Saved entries
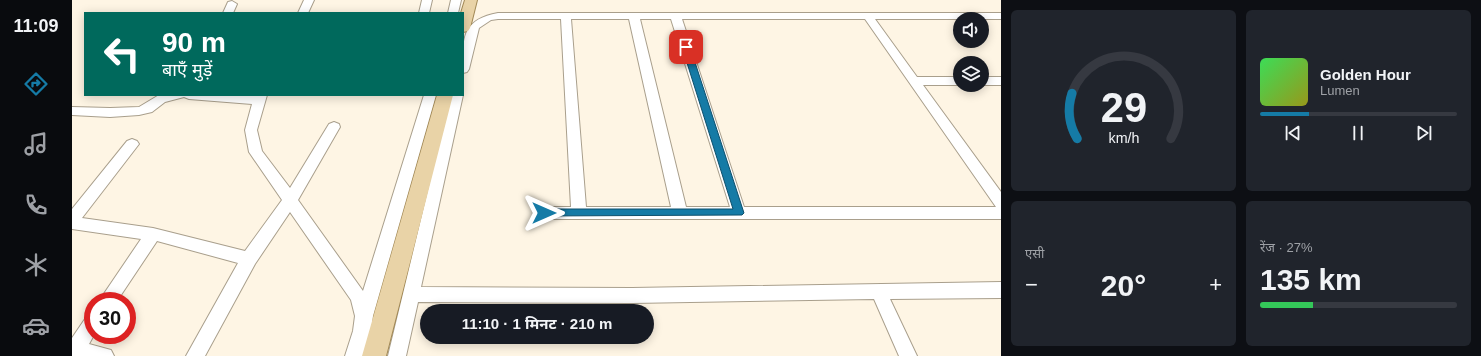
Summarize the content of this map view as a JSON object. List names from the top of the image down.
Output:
{
  "page": {
    "tabs": "11:09",
    "turn": ["90 m", "बाएँ मुड़ें"],
    "song": ["Golden Hour", "Lumen"],
    "tile": [
      "एसी",
      ["रेंज · 27%", "135 km"]
    ],
    "heat": ["−", "20°", "+"],
    "limit": "30",
    "trip": "11:10 · 1 मिनट · 210 m",
    "gauge": ["29", "km/h"]
  }
}
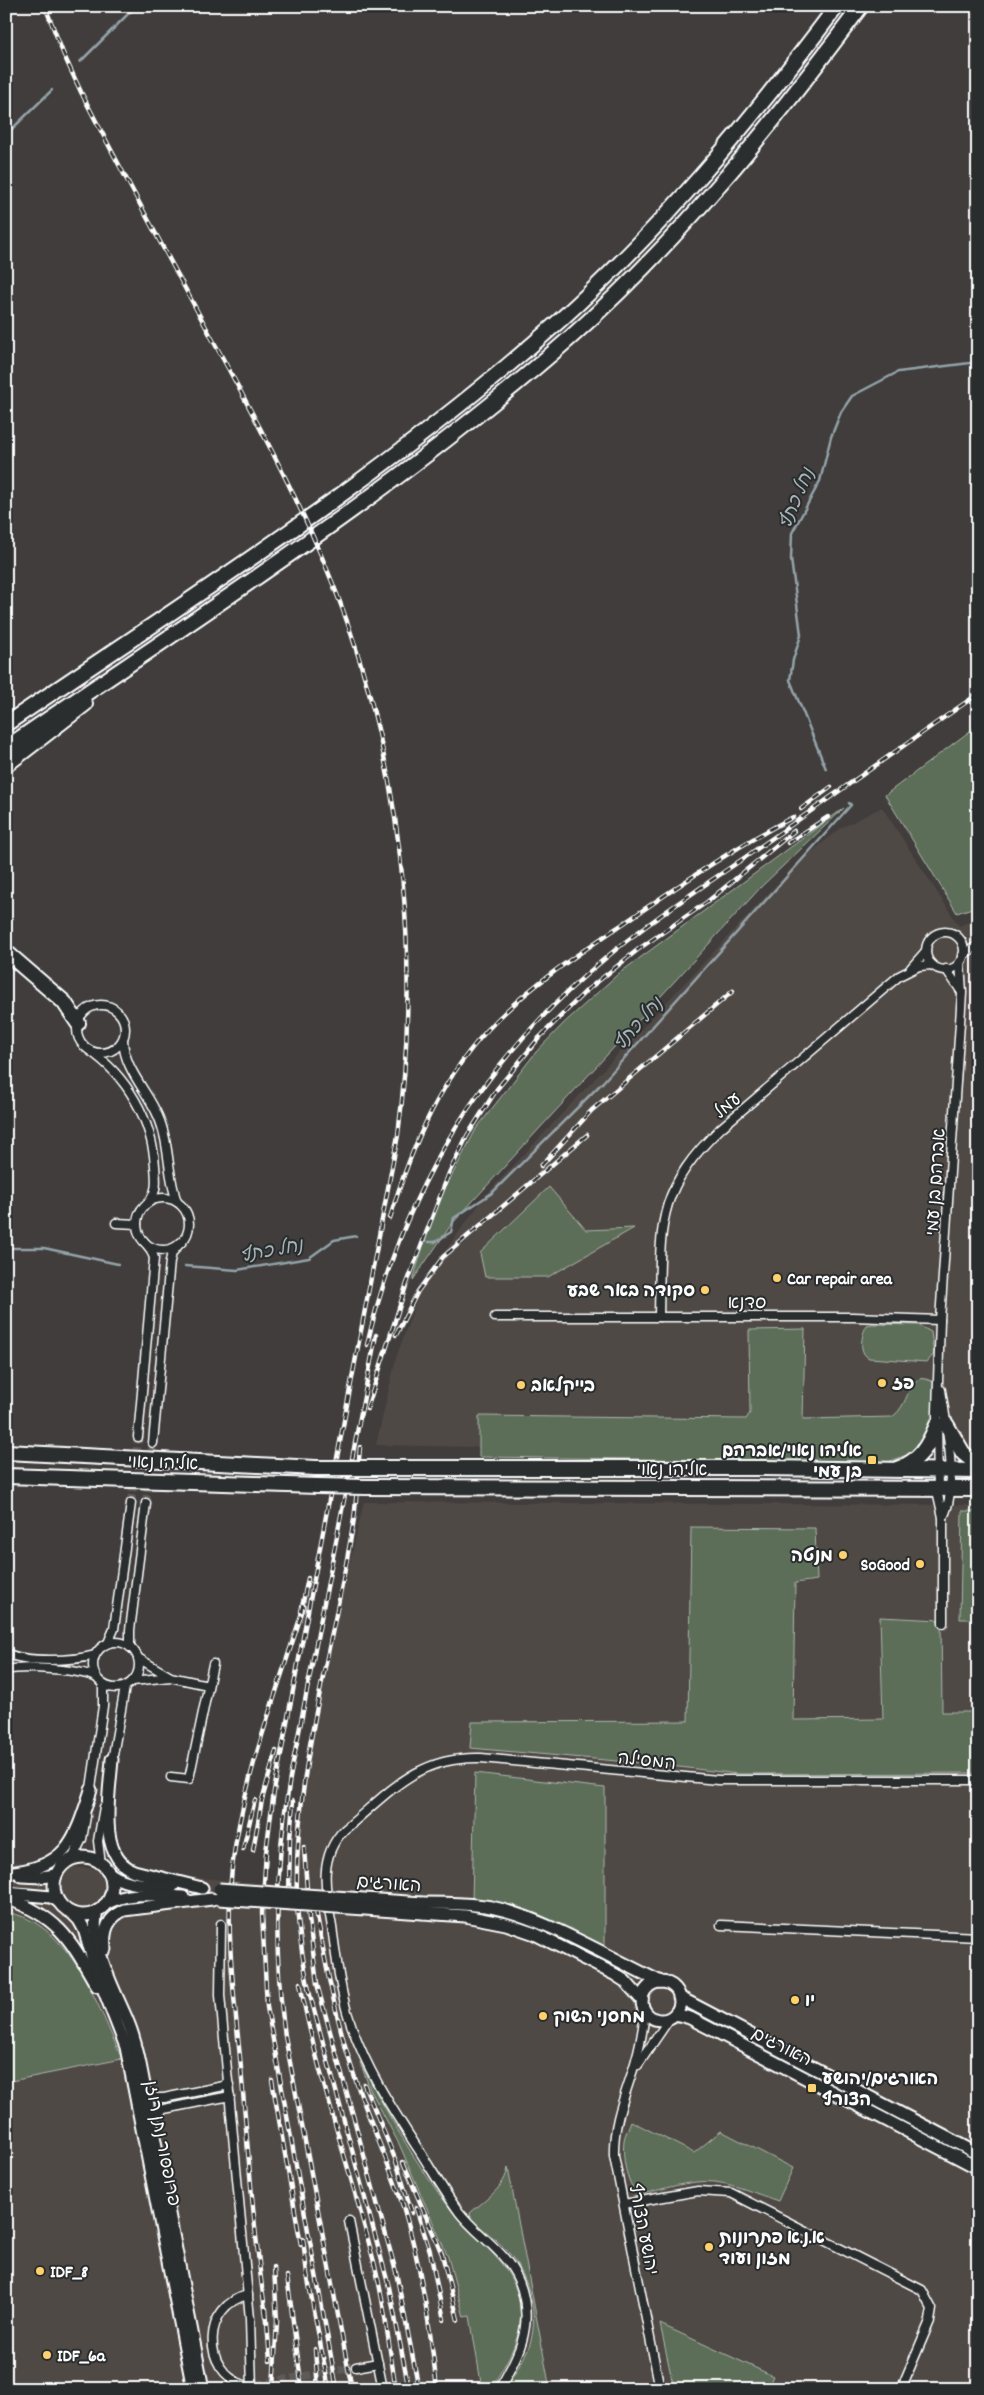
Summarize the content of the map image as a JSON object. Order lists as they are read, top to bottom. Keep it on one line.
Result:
{"streets":{"highway":["אליהו נאוי"],"street":["עמל","אברהם בן עמי","סדנא","המסילה","האורגים","פרופסור נתן רוזן","יהושע הצורף"]},"crossings":[["עמל","אברהם בן עמי"],["עמל","סדנא"],["אברהם בן עמי","סדנא"],["אברהם בן עמי","אליהו נאוי"],["האורגים","פרופסור נתן רוזן"],["האורגים","יהושע הצורף"]],"water":["נחל כתף"],"places":{"other":["Car repair area","סקודה באר שבע","פז","בייקלאב","מנטה","SoGood","יו","מחסני השוק","א.נ.א פתרונות מזון ועוד","IDF_8","IDF_6a"],"transit":["אליהו נאוי/אברהם בן עמי","האורגים/יהושע הצורף"]}}
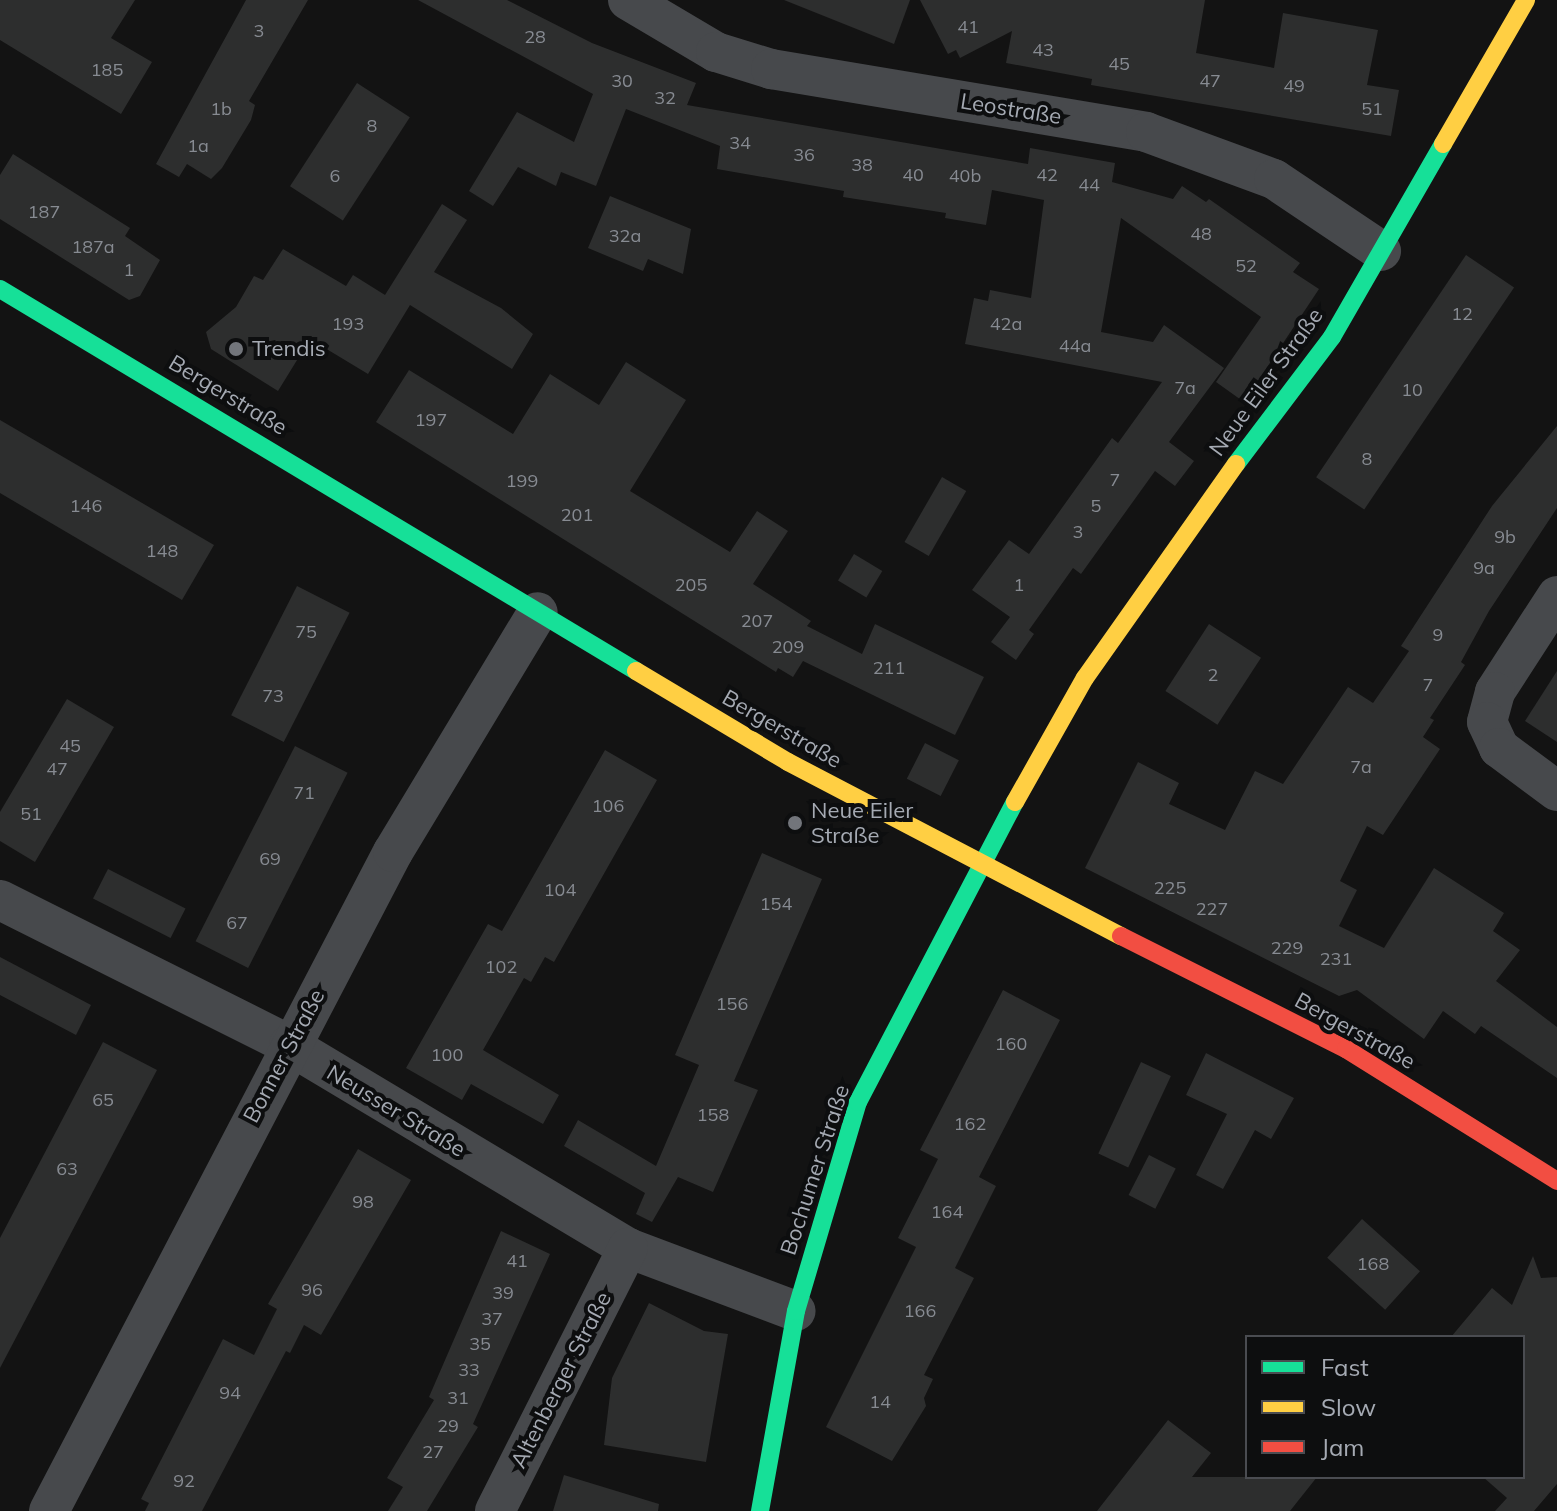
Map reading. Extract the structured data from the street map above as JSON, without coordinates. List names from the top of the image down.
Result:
{
  "streets": {
    "street": [
      "Leostraße",
      "Neue Eiler Straße",
      "Bergerstraße",
      "Bonner Straße",
      "Neusser Straße",
      "Bochumer Straße",
      "Altenberger Straße"
    ]
  },
  "crossings": [
    ["Leostraße", "Neue Eiler Straße"],
    ["Neue Eiler Straße", "Bergerstraße"],
    ["Neue Eiler Straße", "Bochumer Straße"],
    ["Bergerstraße", "Bonner Straße"],
    ["Bergerstraße", "Bochumer Straße"],
    ["Bonner Straße", "Neusser Straße"],
    ["Neusser Straße", "Bochumer Straße"],
    ["Neusser Straße", "Altenberger Straße"]
  ],
  "places": ["Trendis", "Neue Eiler Straße"],
  "house_numbers": [
    "41",
    "3",
    "28",
    "43",
    "45",
    "185",
    "30",
    "47",
    "49",
    "32",
    "1b",
    "51",
    "8",
    "34",
    "1a",
    "36",
    "38",
    "40",
    "42",
    "6",
    "40b",
    "44",
    "187",
    "48",
    "32a",
    "187a",
    "52",
    "1",
    "12",
    "193",
    "42a",
    "44a",
    "7a",
    "10",
    "197",
    "8",
    "7",
    "199",
    "146",
    "5",
    "201",
    "3",
    "9b",
    "148",
    "9a",
    "205",
    "1",
    "207",
    "75",
    "9",
    "209",
    "211",
    "2",
    "7",
    "73",
    "45",
    "7a",
    "47",
    "71",
    "106",
    "51",
    "69",
    "225",
    "104",
    "154",
    "227",
    "67",
    "229",
    "231",
    "102",
    "156",
    "160",
    "100",
    "65",
    "158",
    "162",
    "63",
    "98",
    "164",
    "41",
    "168",
    "96",
    "39",
    "166",
    "37",
    "35",
    "33",
    "94",
    "31",
    "14",
    "29",
    "27",
    "92"
  ],
  "legend": ["Fast", "Slow", "Jam"]
}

> [Exercise requirements]:
From the records above, return each line where "streets" occurs.

> [Written solution]:
{"streets":{"highway":["אליהו נאוי"],"street":["עמל","אברהם בן עמי","סדנא","המסילה","האורגים","פרופסור נתן רוזן","יהושע הצורף"]},"crossings":[["עמל","אברהם בן עמי"],["עמל","סדנא"],["אברהם בן עמי","סדנא"],["אברהם בן עמי","אליהו נאוי"],["האורגים","פרופסור נתן רוזן"],["האורגים","יהושע הצורף"]],"water":["נחל כתף"],"places":{"other":["Car repair area","סקודה באר שבע","פז","בייקלאב","מנטה","SoGood","יו","מחסני השוק","א.נ.א פתרונות מזון ועוד","IDF_8","IDF_6a"],"transit":["אליהו נאוי/אברהם בן עמי","האורגים/יהושע הצורף"]}}
  "streets": {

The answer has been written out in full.